Directions >> A single number is expected: the count of lines in the records below that contain "nowrap".

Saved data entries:
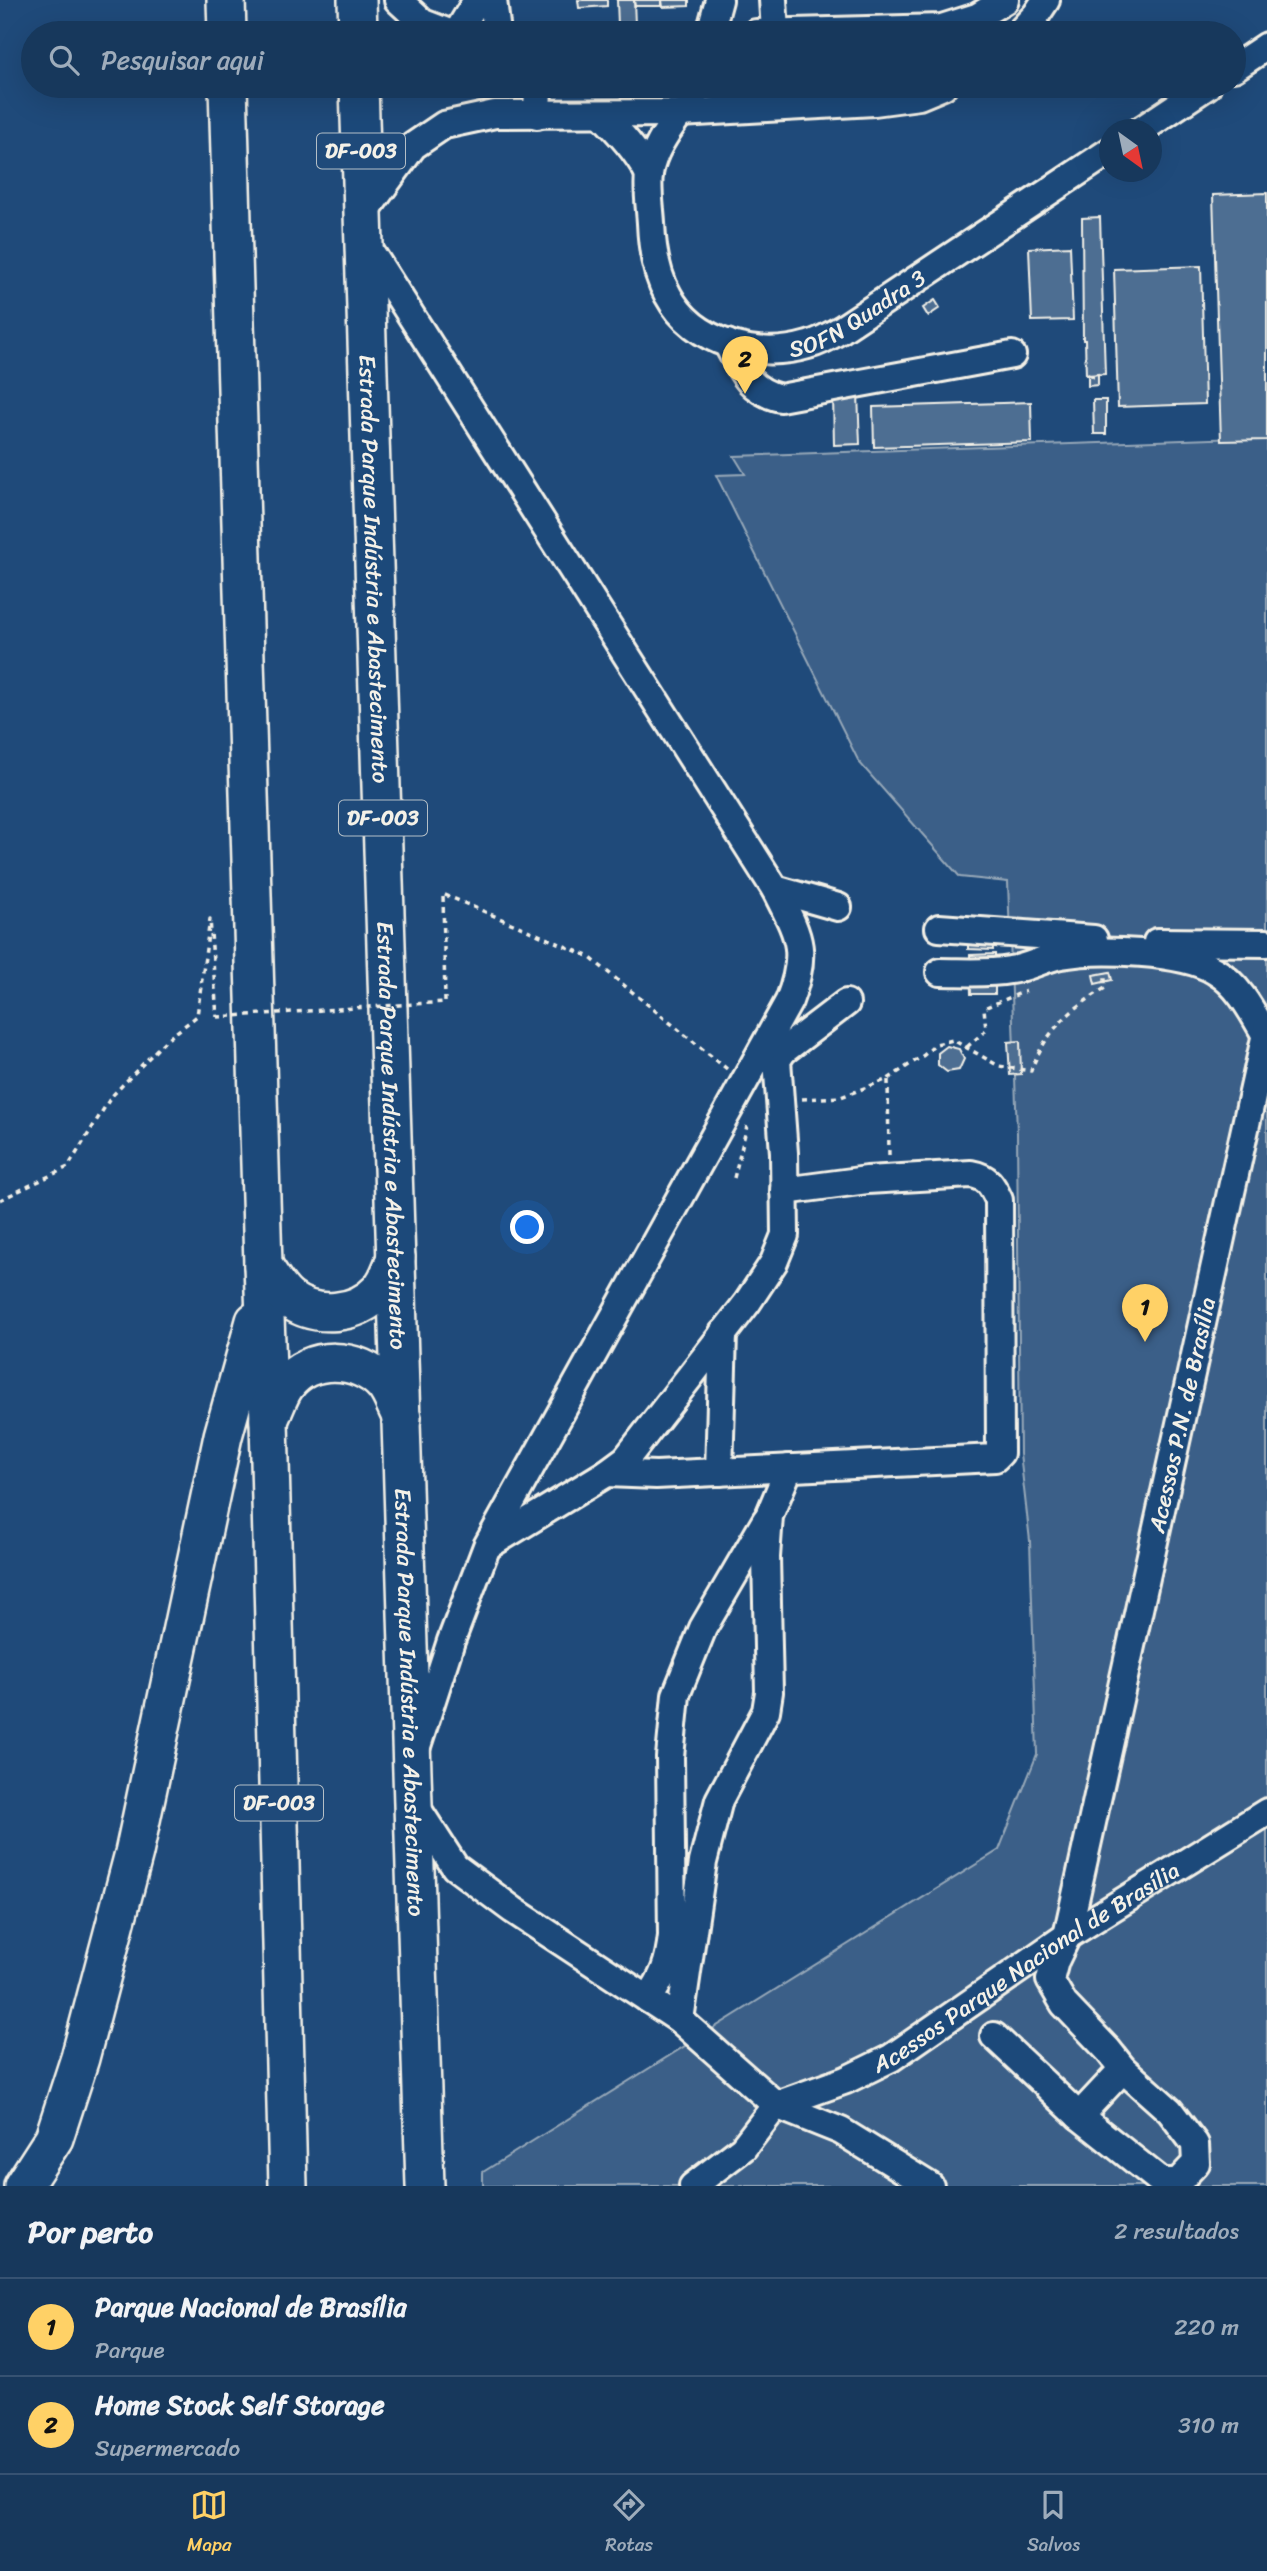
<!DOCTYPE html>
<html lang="pt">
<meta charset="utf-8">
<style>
:root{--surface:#17385c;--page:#203f62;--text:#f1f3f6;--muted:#9eacbb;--line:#365272;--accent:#ffd166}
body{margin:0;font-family:Sriracha,sans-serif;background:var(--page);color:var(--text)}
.compass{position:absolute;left:1099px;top:119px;width:63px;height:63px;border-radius:50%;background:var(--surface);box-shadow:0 7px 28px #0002;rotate:147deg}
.you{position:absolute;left:528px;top:1228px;width:24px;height:24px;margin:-18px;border:5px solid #fff;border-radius:50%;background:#1a73e8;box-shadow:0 0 0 10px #1a73e833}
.badge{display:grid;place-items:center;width:46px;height:46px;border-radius:50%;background:var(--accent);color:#111;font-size:23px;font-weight:700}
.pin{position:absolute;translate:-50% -58px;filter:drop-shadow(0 2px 4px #0008)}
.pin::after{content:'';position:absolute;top:37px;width:24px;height:21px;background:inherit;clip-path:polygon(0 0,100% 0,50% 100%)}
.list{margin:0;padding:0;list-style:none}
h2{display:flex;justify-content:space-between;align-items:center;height:91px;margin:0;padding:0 28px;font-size:30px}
h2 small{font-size:23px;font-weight:400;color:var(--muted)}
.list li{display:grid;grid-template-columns:46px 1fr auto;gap:21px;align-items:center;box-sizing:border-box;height:98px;padding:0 28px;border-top:2px solid var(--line)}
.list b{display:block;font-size:26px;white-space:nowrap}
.list p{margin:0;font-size:23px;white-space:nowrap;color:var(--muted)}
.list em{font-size:23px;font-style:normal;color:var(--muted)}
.icon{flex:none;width:38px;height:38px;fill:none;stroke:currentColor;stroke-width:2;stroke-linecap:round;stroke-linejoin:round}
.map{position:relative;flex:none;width:1267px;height:2186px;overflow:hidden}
.search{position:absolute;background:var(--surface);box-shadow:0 7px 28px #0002;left:21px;right:21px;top:21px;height:77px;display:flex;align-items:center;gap:18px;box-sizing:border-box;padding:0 24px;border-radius:38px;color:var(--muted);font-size:26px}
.sheet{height:287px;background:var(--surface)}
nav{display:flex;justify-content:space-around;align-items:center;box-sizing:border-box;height:98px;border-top:2px solid var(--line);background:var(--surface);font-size:19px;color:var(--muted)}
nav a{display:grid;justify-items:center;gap:4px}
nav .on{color:var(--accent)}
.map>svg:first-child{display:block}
</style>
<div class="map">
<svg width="1267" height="2186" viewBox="0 0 1267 2186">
<rect width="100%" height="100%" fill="#1f4a7a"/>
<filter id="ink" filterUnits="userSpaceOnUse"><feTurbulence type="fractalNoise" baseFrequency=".0143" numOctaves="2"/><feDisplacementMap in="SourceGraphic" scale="14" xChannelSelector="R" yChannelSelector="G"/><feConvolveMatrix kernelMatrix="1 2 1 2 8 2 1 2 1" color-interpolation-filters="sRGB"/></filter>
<g filter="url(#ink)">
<!-- green -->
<polygon fill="#3a5f88" stroke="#97a8b8" stroke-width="2" points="1267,437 1267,2186 483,2186 483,2172 999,1850 1037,1754 1030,1541 1020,1454 1017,1133 1008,882 960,877 859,762 716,475 745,474 734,456"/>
<!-- building -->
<g fill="#4d6e92" stroke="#f4f1e8" stroke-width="2">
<polygon points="578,0 607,0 607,6 579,8"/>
<polygon points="617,0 634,0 635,25 618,25"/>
<polygon points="634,0 662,0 662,6 635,6"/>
<polygon points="662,0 689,0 689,6 663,7"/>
<polygon points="1267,193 1267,440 1221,441 1213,195"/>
<polygon points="1100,217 1105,374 1086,375 1085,340 1083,340 1082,222 1082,218"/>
<polygon points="1070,246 1073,320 1032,321 1029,248"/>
<polygon points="1201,266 1205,404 1118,407 1114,269"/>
<polygon points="935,300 940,308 928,316 923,308"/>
<polygon points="1088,374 1093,377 1093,375 1098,374 1098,385 1088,386"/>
<polygon points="858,394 860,444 834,445 833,395"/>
<polygon points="1093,400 1106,400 1106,434 1094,434"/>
<polygon points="1031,402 1032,442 874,447 873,407"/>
<polygon points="968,934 992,934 993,950 968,949"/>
<polygon points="995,954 995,994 971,994 970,955"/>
<polygon points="1110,972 1112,980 1095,984 1093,975"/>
<polygon points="1020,1041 1021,1074 1010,1075 1008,1042"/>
<polygon points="947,1046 959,1049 964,1059 959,1070 947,1072 938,1065 938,1053"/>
</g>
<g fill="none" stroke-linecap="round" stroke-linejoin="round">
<defs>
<g id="minor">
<polyline points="398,0 423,23 449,33"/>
<polyline points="493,0 497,33"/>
<polyline points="773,0 775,32"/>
<polyline points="457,33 477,0"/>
<polyline points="710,33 719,0"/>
<polyline points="756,33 942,28 977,17 1005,0"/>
<polyline points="1019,33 1036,15 1046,0"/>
<polyline points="1234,68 1267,46"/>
<path id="s1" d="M680,113c-12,17 -28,39 -31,61 -2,15 1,33 2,49 1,24 5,51 17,72 26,49 90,65 140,50 12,-3 24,-10 34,-16l268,-178"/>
<path d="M601,114c19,19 35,36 48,60"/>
<polyline points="537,115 538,86"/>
<polyline points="1141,130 1207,86"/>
<polyline points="362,216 413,146 444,125 495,114 680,113 874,102 919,96 943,86"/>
<polyline points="365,243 775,889 838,907"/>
<path d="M727,343c14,27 21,47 53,55l232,-43"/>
<polyline points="939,928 1094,939"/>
<polyline points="1157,942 1267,943"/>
<path d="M940,972c23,0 47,2 70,-2 18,-2 34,-12 51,-15 37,-7 122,-4 154,16 23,13 37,40 50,63"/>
<polyline points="719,1472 723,1333"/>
<path d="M607,1473l49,2 339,-17 5,-5 -1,-253c-7,-15 -11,-23 -28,-26l-104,6 -83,11"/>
<polyline points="489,1545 607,1473 626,1459 747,1303 774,1262 785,1235 784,1153 777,1060 783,1051 846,1003"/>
<path d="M417,1746l34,-105 36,-95 302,-545c20,-52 9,-66 -14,-112"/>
<polyline points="413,1802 455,1867 513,1910 680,2020 776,2105 841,2131 930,2186"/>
<path d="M648,1999c16,-22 21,-36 24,-63l-2,-179 6,-62 27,-67 63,-108"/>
<polyline points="680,2020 703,1862 719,1800 766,1711 769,1692 766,1557 769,1516 789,1468"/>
<path id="s2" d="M994,2036l85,80 83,66h16l18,-19 -1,-19 -25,-33 -47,-42 -15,-19 -44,-46 -14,-24 5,-19 12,-25 200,-907"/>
<path id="s3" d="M776,2105l70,-25 45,-22 176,-122 200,-124"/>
<polyline points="1079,2116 1123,2069"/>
<polyline points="693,2186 743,2148 776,2105"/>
</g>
<g id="highway">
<polyline points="226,0 227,33"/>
<polyline points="357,0 358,33"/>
<polyline points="228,86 263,1265 269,1420 288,2186"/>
<path id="s4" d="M359,86l66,2100"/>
<path d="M263,1265c7,11 15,25 26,34 26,20 68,16 90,-8 8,-9 13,-22 17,-34"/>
<path d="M269,1420c6,-11 10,-26 17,-35 23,-31 73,-29 98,-1 8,9 12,24 18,34"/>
<polyline points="23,2186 54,2138 80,2058 134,1853 223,1436 255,1321"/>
</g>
</defs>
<!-- minor casing -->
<use href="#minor" stroke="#f4f1e8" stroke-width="32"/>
<!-- highway casing -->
<use href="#highway" stroke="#f4f1e8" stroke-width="42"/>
<!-- path -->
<g stroke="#f4f1e8" stroke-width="3.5" stroke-dasharray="5 5" stroke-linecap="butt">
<polyline points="445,1002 443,894 588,956 727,1069"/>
<polyline points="967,1047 986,1030 984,1008 1026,991"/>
<polyline points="888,1080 889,1156"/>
<path d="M802,1099l39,-2 47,-18 36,-24 12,-11 17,-4 46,26 32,5c14,-40 39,-61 74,-83v-15"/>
<polyline points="734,1178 747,1126"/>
<polyline points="0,1200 68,1167 111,1097 165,1041 197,1016 210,919 217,1017"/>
</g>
<!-- minor -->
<use href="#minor" stroke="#1f4a7a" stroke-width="26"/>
<!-- highway -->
<use href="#highway" stroke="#1f4a7a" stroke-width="37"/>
<!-- path-bridge -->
<polyline stroke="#f4f1e8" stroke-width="3.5" stroke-dasharray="5 5" stroke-linecap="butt" points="217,1017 445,1002"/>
</g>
</g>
<g text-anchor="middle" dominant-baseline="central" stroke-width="5" stroke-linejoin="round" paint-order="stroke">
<!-- shield labels -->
<g fill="#1f4a7a" stroke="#b4bfc7" stroke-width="2">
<rect x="317" y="133.5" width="88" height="35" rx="5"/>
<rect x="339" y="800.5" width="88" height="35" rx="5"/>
<rect x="235" y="1785.5" width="88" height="35" rx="5"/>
</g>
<g font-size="21" font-weight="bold" fill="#f4f1e8">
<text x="361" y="151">DF-003</text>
<text x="383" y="818">DF-003</text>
<text x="279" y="1803">DF-003</text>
</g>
<!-- street labels -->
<g font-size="23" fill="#f4f1e8" stroke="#1f4a7a">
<text stroke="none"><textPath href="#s1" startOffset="411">SOFN Quadra 3</textPath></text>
<text stroke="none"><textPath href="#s4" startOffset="483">Estrada Parque Indústria e Abastecimento</textPath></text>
<text stroke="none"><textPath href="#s4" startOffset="1050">Estrada Parque Indústria e Abastecimento</textPath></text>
<text stroke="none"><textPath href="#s2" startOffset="1085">Acessos P.N. de Brasília</textPath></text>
<text stroke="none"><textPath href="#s4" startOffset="1617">Estrada Parque Indústria e Abastecimento</textPath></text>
<text stroke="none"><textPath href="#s3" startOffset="287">Acessos Parque Nacional de Brasília</textPath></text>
</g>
</g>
</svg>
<svg class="compass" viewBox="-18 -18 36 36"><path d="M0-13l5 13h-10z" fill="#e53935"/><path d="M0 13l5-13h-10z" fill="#9eacbb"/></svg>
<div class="you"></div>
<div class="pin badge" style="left:1145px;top:1342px">1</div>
<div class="pin badge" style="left:745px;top:394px">2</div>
<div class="search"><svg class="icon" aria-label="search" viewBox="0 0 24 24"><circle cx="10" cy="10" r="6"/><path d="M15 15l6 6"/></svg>Pesquisar aqui</div>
</div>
<section class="sheet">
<h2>Por perto<small>2 resultados</small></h2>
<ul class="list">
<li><span class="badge">1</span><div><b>Parque Nacional de Brasília</b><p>Parque</p></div><em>220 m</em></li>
<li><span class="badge">2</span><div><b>Home Stock Self Storage</b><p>Supermercado</p></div><em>310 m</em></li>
</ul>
</section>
<nav>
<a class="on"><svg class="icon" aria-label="map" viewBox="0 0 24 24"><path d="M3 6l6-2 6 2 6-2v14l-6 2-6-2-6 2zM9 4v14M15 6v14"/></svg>Mapa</a>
<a><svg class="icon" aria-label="directions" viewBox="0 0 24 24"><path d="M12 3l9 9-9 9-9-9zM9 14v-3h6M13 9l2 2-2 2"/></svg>Rotas</a>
<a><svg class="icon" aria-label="saved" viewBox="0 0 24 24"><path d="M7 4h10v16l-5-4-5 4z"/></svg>Salvos</a>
</nav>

Response to the exercise >> 2